All rhodopsins consist of two building blocks, a protein moiety and a reversibly covalently bound non-protein cofactor, retinal (retinaldehyde). The protein structure of rhodopsin consists of a bundle of seven transmembrane helices that form an internal pocket binding the photoreactive chromophore. They form a superfamily with other membrane-bound receptors containing seven transmembrane domains, for example odor and chemokine receptors.

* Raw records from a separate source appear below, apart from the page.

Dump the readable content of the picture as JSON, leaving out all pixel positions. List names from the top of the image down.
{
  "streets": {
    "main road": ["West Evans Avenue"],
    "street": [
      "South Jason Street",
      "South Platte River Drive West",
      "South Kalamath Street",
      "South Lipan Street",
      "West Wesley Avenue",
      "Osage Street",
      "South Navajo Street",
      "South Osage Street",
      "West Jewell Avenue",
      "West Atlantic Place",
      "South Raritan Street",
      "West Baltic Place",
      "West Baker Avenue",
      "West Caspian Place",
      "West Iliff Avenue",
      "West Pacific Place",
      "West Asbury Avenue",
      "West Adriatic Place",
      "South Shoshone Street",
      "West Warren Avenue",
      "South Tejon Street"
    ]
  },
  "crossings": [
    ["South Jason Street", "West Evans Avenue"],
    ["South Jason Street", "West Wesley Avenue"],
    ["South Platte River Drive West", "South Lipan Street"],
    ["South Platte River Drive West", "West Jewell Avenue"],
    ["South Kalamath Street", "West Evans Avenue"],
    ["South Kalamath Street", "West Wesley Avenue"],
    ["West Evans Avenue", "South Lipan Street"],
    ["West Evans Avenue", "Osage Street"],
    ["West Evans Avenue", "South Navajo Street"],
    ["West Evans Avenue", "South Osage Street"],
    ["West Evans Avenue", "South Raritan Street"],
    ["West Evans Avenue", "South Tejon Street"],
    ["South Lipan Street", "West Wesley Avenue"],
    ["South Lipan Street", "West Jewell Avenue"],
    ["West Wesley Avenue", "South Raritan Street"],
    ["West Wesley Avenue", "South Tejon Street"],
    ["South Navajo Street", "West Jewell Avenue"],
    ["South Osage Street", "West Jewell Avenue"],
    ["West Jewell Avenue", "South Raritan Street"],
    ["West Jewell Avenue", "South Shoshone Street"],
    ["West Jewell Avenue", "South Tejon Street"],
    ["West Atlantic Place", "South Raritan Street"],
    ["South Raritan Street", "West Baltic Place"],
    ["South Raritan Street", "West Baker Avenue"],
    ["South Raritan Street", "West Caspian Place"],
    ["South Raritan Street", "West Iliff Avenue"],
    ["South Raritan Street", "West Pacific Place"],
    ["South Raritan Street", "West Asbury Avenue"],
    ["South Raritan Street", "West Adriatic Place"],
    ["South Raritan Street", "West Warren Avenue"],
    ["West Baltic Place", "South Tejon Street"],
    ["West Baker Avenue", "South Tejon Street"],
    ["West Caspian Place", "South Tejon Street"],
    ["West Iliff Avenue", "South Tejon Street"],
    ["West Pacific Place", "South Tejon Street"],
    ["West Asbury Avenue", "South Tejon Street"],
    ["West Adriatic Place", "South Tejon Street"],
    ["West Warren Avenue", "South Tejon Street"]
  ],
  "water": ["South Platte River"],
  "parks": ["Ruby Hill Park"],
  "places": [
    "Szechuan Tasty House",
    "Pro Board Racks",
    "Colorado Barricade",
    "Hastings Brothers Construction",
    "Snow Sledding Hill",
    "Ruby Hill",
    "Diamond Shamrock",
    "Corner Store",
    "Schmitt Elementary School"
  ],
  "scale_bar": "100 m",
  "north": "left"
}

Instead of being activated by binding chemical ligands like their relatives, rhodopsins contain retinal which changes conformation in reaction to light via photoisomerization and thus are activated by light. The retinal molecule can take on several different cis-trans isomeric forms, such as all-trans, 11-cis and 13-cis. Photoisomerization (light-dependent isomerization) of retinal from cis to trans or vice versa induces a conformational change in the receptor protein. This change acts as a molecular switch to activate a signal transduction mechanism within the cell. Depending on the type of rhodopsin, it either opens an ion channel (for example in bacteria) or activates an associated G protein and triggers a second messenger cascade (for example in animal eyes).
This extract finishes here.